= WORK INSTRUCTIONS =
Would you give the entries again word for word, with no pictures in the copy?

(Dataset items)
=======
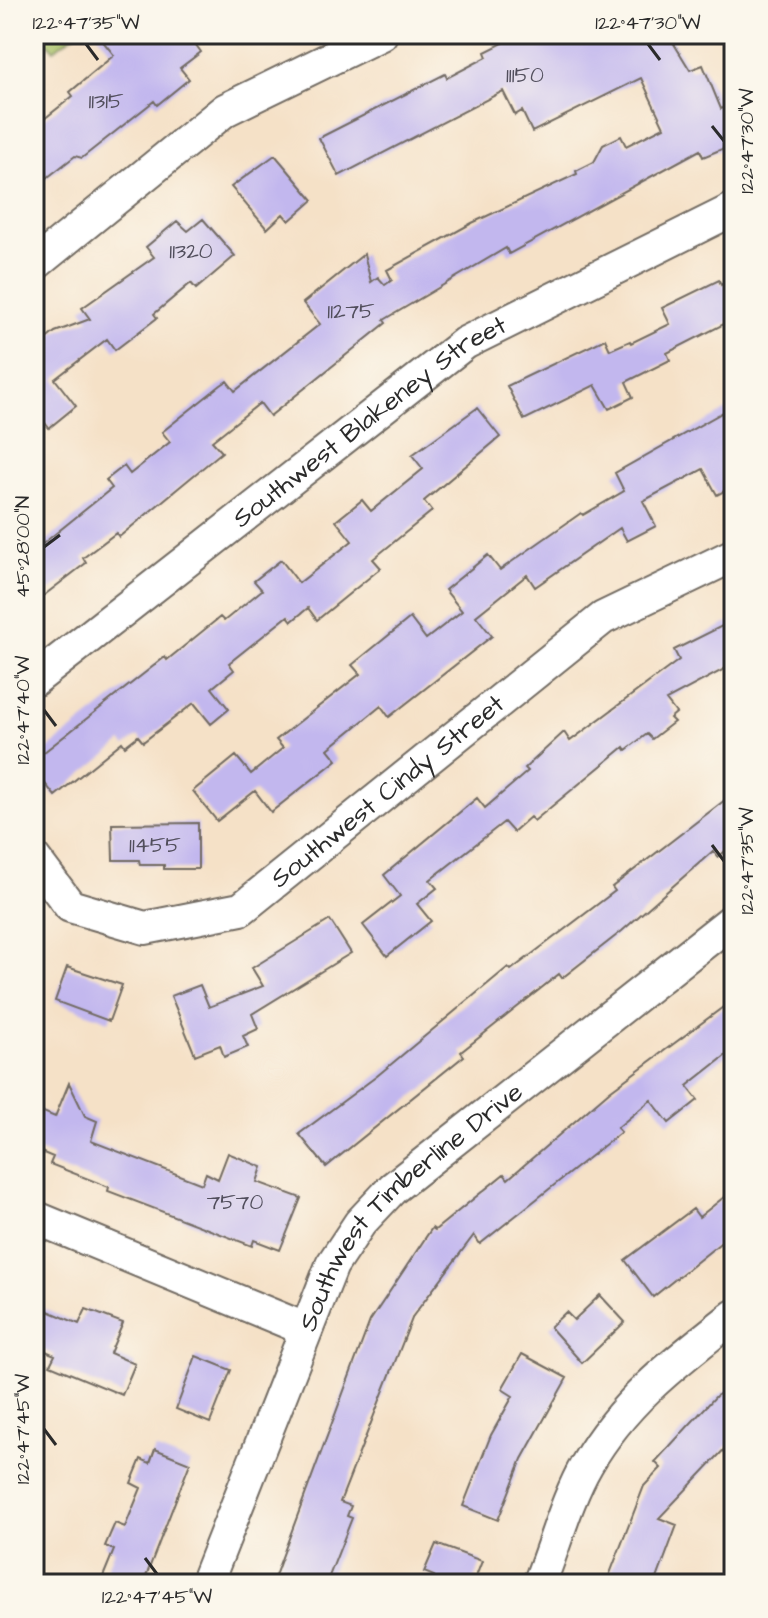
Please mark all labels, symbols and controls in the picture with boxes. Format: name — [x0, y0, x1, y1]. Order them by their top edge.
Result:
text: 122°47'35"W — [33, 9, 140, 37]
text: 122°47'30"W — [595, 9, 701, 37]
house number: 11150 — [506, 60, 544, 91]
house number: 11315 — [88, 86, 124, 117]
text: 122°47'30"W — [733, 88, 761, 194]
house number: 11320 — [169, 236, 213, 267]
house number: 11275 — [327, 296, 375, 327]
street label: Southwest Blakeney Street — [225, 307, 513, 536]
text: 45°28'00"N — [9, 496, 37, 598]
text: 122°47'40"W — [9, 655, 37, 764]
street label: Southwest Cindy Street — [263, 686, 512, 896]
text: 122°47'35"W — [733, 807, 761, 914]
house number: 11455 — [129, 830, 181, 861]
street label: Southwest Timberline Drive — [290, 1074, 530, 1336]
house number: 7570 — [207, 1187, 263, 1218]
text: 122°47'45"W — [9, 1374, 37, 1484]
text: 122°47'45"W — [102, 1583, 212, 1611]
=======
= ANSWER BELOW =
Please mark all labels, symbols and controls in the picture with boxes. Format: name — [x0, y0, x1, y1]. Order them by their top edge.
Result:
text: 122°47'35"W — [33, 9, 140, 37]
text: 122°47'30"W — [595, 9, 701, 37]
house number: 11150 — [506, 60, 544, 91]
house number: 11315 — [88, 86, 124, 117]
text: 122°47'30"W — [733, 88, 761, 194]
house number: 11320 — [169, 236, 213, 267]
house number: 11275 — [327, 296, 375, 327]
street label: Southwest Blakeney Street — [225, 307, 513, 536]
text: 45°28'00"N — [9, 496, 37, 598]
text: 122°47'40"W — [9, 655, 37, 764]
street label: Southwest Cindy Street — [263, 686, 512, 896]
text: 122°47'35"W — [733, 807, 761, 914]
house number: 11455 — [129, 830, 181, 861]
street label: Southwest Timberline Drive — [290, 1074, 530, 1336]
house number: 7570 — [207, 1187, 263, 1218]
text: 122°47'45"W — [9, 1374, 37, 1484]
text: 122°47'45"W — [102, 1583, 212, 1611]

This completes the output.